• _Task material_
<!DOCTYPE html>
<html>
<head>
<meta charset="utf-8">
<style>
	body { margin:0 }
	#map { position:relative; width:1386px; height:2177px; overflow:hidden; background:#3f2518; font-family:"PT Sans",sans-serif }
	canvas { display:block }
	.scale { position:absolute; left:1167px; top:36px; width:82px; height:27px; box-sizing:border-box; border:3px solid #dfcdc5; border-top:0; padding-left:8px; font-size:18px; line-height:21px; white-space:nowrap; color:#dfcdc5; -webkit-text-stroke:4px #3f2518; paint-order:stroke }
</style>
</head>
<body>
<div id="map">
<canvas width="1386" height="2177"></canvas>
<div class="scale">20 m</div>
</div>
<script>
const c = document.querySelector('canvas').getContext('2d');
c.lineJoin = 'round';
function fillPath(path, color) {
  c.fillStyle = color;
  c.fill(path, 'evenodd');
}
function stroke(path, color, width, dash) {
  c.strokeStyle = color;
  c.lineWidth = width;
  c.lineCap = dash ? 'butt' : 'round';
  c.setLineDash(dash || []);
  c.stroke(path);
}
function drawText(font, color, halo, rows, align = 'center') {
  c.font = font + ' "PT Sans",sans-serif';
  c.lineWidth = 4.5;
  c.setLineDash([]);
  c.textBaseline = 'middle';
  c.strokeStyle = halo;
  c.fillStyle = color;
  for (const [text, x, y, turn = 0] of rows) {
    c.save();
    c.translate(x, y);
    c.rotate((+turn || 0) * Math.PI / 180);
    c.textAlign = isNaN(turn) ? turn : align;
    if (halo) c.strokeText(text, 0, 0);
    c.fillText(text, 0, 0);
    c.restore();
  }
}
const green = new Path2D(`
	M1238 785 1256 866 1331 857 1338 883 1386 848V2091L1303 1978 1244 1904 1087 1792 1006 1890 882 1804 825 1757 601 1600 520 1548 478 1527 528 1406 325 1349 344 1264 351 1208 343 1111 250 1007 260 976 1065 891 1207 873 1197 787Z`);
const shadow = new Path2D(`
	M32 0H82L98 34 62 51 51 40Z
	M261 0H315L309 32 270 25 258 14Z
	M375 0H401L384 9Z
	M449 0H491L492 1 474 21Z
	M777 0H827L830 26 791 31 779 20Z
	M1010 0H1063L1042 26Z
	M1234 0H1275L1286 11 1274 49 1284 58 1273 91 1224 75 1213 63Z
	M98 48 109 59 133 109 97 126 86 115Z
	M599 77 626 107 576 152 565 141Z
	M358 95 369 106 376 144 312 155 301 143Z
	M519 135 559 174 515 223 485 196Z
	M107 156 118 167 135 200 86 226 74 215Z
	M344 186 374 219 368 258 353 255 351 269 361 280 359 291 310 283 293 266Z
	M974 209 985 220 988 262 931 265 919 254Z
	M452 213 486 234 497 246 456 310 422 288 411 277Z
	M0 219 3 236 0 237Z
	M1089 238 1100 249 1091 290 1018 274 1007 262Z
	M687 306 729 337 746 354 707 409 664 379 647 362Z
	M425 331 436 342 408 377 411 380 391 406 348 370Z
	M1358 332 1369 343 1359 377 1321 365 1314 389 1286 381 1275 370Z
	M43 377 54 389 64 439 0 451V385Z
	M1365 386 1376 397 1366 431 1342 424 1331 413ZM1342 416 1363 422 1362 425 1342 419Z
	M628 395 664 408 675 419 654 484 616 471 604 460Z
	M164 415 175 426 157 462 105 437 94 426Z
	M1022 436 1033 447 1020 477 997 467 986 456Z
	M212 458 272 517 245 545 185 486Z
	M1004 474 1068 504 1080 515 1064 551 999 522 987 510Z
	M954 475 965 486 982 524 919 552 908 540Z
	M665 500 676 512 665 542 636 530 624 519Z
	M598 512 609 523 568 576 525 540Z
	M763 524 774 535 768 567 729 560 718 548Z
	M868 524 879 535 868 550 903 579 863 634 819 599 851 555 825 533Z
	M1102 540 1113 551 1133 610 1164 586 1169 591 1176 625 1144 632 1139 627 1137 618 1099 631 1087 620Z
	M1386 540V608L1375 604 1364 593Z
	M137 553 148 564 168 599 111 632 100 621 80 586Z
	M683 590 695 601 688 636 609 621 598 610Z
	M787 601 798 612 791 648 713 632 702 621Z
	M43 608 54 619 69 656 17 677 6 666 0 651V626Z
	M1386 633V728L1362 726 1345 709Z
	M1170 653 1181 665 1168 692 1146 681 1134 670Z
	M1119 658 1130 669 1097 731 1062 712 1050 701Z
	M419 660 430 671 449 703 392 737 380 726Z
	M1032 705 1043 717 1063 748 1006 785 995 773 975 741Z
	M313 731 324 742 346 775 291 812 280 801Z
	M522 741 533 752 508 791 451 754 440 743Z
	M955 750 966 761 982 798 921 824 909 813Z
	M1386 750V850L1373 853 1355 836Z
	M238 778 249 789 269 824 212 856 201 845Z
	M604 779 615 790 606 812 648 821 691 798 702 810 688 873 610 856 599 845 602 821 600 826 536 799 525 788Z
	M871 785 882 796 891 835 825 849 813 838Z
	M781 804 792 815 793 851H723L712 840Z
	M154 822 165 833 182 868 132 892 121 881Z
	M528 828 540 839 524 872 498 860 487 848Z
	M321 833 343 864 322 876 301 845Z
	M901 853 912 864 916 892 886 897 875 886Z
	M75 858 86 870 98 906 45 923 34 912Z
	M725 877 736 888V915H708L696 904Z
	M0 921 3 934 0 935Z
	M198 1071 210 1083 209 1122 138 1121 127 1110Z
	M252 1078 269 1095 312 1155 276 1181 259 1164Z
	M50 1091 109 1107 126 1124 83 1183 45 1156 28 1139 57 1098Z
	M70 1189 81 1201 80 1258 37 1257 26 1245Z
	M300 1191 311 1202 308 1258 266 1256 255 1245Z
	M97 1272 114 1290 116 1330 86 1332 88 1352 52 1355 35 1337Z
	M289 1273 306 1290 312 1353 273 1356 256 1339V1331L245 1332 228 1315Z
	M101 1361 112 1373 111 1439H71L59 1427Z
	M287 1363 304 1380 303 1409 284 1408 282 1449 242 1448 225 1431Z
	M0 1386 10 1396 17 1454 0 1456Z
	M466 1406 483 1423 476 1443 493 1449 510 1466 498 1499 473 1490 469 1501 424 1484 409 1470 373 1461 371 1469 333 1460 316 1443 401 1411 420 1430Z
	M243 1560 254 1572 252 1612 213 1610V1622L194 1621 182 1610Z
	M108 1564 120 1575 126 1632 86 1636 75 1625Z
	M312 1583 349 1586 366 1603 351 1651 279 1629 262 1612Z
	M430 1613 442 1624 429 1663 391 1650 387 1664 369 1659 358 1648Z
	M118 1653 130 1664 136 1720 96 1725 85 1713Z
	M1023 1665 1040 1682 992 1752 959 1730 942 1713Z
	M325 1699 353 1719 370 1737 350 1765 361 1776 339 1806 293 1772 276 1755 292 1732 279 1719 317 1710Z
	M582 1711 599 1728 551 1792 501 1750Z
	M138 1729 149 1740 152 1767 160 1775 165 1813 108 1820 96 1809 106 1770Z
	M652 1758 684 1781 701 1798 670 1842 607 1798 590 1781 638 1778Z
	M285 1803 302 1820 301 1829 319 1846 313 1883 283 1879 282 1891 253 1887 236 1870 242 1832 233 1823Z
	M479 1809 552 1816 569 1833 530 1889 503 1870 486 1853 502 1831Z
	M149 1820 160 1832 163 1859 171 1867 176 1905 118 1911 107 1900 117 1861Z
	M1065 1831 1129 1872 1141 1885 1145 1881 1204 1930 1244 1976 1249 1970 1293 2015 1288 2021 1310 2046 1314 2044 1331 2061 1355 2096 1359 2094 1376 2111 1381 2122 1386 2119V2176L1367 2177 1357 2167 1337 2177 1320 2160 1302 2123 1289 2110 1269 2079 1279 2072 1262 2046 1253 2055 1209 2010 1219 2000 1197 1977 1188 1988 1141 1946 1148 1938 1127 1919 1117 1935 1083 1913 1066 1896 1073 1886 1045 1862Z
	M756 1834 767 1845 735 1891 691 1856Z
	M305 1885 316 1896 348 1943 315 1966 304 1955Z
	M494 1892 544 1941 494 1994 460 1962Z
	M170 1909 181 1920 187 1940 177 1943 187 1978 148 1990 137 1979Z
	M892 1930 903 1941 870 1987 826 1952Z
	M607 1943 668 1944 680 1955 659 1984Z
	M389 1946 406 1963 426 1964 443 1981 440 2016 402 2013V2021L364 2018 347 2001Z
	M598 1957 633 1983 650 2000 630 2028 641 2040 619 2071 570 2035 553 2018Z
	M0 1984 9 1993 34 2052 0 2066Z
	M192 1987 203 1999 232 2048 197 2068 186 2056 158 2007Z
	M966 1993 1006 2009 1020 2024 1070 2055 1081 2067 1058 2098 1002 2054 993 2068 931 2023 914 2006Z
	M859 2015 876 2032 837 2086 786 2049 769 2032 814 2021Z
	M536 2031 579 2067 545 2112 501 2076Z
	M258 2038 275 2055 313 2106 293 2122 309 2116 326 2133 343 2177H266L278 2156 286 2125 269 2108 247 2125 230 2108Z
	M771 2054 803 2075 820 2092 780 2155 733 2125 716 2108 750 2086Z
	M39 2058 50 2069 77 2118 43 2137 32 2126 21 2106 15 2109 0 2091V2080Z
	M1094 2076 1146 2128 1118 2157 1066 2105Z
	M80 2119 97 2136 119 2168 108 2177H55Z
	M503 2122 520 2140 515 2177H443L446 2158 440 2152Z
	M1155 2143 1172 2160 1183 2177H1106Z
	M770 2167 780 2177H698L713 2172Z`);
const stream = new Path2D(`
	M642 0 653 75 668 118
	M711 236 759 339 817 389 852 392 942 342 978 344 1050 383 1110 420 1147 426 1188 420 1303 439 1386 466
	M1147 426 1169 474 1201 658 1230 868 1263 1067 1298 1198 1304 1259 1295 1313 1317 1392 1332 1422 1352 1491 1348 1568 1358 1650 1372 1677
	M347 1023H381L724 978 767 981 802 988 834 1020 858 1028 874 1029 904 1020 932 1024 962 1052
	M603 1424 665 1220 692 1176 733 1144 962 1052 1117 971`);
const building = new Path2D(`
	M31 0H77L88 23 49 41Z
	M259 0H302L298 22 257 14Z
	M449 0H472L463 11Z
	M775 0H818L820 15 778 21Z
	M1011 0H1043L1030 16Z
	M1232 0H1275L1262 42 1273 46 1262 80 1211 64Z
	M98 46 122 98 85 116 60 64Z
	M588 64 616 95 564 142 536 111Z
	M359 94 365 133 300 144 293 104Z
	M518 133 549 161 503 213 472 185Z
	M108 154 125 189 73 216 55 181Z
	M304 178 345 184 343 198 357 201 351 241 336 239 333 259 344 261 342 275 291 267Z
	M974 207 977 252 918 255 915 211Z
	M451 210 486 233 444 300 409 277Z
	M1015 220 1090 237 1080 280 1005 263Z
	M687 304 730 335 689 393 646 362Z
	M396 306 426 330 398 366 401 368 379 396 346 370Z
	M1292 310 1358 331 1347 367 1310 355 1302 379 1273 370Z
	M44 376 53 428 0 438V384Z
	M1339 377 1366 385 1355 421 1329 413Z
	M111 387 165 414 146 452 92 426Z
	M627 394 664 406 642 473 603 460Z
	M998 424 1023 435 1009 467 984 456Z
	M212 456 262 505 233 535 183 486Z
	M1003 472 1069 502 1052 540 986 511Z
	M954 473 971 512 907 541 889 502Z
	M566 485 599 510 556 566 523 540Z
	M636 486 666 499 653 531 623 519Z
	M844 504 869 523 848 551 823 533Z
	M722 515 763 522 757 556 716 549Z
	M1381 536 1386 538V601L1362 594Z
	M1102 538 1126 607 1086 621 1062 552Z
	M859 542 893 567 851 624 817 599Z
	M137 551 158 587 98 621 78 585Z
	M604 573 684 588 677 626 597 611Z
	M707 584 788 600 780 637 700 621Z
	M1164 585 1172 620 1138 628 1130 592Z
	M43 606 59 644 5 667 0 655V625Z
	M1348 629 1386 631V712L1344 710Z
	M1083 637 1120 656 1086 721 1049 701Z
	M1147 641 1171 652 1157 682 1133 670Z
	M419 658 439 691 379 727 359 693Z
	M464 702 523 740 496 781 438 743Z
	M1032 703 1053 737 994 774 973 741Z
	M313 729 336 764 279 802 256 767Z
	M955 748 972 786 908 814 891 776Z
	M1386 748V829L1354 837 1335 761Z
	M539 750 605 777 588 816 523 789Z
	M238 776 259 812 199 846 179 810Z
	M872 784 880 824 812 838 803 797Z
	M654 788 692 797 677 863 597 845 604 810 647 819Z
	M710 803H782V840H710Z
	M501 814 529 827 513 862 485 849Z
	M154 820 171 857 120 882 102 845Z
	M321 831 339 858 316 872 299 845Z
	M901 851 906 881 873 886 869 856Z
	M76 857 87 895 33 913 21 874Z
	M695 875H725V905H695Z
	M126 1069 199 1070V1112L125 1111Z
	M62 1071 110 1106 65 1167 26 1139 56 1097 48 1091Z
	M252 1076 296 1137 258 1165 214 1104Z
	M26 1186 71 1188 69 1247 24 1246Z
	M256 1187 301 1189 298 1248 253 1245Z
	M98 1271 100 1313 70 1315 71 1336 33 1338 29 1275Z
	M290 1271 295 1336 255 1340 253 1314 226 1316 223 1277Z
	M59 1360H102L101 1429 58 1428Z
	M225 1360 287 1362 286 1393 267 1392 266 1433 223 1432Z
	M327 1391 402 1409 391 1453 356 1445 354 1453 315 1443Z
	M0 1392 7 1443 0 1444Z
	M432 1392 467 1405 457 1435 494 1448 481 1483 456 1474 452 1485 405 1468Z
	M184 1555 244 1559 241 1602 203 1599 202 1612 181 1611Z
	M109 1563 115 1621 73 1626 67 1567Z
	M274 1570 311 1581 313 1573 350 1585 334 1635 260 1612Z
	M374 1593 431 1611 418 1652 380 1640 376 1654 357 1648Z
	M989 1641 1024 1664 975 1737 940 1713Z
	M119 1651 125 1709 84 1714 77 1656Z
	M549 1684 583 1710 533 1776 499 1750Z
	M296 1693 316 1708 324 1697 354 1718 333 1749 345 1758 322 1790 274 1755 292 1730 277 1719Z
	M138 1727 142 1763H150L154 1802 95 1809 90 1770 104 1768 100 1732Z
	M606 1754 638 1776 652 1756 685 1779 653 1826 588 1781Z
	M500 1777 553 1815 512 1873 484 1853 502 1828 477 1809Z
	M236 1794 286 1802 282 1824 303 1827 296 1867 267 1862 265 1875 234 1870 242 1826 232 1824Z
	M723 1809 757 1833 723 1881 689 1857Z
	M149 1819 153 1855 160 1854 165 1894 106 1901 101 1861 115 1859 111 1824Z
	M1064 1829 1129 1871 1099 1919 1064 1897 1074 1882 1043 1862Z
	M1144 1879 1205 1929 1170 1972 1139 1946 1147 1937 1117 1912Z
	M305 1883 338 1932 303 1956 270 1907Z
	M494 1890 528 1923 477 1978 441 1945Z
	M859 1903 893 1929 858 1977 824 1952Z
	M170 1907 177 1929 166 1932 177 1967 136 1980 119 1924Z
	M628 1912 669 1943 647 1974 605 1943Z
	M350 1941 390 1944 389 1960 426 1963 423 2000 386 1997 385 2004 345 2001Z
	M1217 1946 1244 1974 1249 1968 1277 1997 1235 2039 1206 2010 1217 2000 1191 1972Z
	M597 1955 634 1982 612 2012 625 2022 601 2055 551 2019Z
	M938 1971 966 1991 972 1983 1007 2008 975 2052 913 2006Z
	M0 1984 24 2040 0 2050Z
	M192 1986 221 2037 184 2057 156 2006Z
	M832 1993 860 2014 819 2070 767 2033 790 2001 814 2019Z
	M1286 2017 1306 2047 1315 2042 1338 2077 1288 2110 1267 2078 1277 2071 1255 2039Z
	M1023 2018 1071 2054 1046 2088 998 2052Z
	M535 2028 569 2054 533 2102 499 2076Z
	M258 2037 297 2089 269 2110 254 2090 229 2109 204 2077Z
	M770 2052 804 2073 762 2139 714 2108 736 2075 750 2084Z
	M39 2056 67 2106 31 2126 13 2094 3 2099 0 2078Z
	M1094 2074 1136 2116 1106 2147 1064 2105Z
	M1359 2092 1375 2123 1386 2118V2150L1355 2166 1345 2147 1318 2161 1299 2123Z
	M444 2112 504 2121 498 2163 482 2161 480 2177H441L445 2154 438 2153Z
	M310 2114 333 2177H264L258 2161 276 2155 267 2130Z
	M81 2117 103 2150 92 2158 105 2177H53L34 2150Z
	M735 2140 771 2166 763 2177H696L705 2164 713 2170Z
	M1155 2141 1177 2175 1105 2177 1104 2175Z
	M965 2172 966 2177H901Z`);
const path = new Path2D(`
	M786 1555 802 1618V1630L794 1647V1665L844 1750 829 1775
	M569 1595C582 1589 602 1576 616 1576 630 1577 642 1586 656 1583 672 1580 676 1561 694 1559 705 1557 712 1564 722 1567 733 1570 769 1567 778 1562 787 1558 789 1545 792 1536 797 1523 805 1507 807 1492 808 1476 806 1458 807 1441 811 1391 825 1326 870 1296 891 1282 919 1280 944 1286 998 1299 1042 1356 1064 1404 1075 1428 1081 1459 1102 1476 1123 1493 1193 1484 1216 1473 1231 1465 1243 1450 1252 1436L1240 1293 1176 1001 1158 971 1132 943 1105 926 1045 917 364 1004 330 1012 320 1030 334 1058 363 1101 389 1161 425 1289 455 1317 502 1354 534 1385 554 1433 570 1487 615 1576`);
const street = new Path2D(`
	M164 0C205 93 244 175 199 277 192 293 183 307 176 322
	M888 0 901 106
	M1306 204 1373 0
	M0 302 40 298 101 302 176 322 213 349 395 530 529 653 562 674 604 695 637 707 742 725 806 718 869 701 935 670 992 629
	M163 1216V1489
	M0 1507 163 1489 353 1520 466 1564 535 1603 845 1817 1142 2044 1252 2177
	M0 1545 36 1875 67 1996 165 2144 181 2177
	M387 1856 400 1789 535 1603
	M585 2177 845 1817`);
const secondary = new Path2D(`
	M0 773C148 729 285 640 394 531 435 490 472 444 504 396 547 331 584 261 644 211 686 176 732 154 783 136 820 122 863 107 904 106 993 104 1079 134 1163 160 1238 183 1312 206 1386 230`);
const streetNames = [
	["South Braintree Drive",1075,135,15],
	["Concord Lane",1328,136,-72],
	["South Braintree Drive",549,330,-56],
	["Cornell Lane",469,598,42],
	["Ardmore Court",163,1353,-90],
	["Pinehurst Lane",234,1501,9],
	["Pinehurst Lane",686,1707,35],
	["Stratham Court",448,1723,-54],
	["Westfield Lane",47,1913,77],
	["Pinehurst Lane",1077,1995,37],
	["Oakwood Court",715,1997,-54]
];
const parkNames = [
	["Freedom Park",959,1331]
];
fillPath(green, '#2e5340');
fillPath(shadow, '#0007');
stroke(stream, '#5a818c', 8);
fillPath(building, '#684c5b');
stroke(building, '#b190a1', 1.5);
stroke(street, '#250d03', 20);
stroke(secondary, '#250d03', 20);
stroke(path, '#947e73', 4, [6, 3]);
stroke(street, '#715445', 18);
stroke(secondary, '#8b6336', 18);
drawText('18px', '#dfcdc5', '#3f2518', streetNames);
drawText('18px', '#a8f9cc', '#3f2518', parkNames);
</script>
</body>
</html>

• _The problem_
Find the word "canvas" in the records, and report each line that has it.

• _Completed task_
	canvas { display:block }
<canvas width="1386" height="2177"></canvas>
const c = document.querySelector('canvas').getContext('2d');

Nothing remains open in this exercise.